Nominal dollar values is but one way to measure consumption.
The original comment I was elaborating on was talking about other factors that can impact PSR without a change in consumption patterns as measured by what goods and services are received not the nominal value spent on them. One important and very real factor is that nominal income growth for most workers has not grown as fast as inflation. On a macro level you're right, but at the individual level it's that mismatch that matters.
I wasn't talking about measuring consumption in dollars but in value received. If I buy a can of peas this year for $1 and a can of peas next year for $1.10 (assuming no factors specific to the peas or can market), then I have consumed the same amount in terms of the benefit I get.

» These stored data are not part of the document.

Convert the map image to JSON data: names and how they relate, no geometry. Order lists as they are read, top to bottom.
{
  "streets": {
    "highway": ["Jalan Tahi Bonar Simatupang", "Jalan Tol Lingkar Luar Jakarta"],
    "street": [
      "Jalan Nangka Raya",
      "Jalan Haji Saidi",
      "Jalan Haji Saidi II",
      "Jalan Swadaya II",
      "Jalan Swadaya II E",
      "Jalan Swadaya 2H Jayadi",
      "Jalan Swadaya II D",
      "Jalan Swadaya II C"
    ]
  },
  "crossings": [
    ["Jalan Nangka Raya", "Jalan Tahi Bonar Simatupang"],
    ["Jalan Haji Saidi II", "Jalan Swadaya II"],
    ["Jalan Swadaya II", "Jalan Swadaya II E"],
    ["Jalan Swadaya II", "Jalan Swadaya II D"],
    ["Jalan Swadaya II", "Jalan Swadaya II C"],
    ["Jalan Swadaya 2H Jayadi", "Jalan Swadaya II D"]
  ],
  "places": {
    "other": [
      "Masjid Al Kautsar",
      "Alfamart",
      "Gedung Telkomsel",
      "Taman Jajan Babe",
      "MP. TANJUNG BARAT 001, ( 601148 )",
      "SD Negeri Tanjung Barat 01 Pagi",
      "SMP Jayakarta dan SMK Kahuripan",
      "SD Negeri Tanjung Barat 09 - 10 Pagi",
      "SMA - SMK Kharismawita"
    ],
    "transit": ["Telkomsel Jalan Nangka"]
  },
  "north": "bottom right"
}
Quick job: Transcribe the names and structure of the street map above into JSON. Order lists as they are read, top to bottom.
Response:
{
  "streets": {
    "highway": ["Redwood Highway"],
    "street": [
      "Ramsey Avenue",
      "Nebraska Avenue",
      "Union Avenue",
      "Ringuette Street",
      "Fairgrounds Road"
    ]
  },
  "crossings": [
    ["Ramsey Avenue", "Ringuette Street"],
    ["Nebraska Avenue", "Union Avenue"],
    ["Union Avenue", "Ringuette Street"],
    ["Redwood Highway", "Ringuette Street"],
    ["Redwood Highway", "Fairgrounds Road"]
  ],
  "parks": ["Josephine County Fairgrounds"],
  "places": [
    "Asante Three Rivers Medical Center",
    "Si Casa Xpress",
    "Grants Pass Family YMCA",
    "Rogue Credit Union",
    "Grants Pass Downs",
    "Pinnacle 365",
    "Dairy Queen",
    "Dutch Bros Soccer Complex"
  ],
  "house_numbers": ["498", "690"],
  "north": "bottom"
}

You're also right that I've consumed more in terms of nominal dollar values, but nominal dollar values wasn't the measurement stick I was using when I said they consume the same amount.
It's not that there's something left after saving and spending; it's that there are different types of spending. PSR is a useful starting point, but not a complete story, in assessing consumer health and markets.
For instance, it is not incongruous right now to say that a) people are saving proportionately less, and b) people are not buying as much stuff. Obviously they are spending in direct proportion to what they're not saving -- but the categories of their spending matter a great deal.
Tl;dr is I'm not disagreeing with you at all; I'm just expanding.
The main thriving product of the 21st century American economy is Stock of publicly traded US companies. The stock market is largely decoupled from economic reality. As long as the total market cap of all US companies is going up (which was the case in Q1), there is a "recovery". The settlement between this recovery and the real economic decline will only occur around 2040, when US dollar is debased and finally ceases to serve as the world reserve currency. Feel free to downvote.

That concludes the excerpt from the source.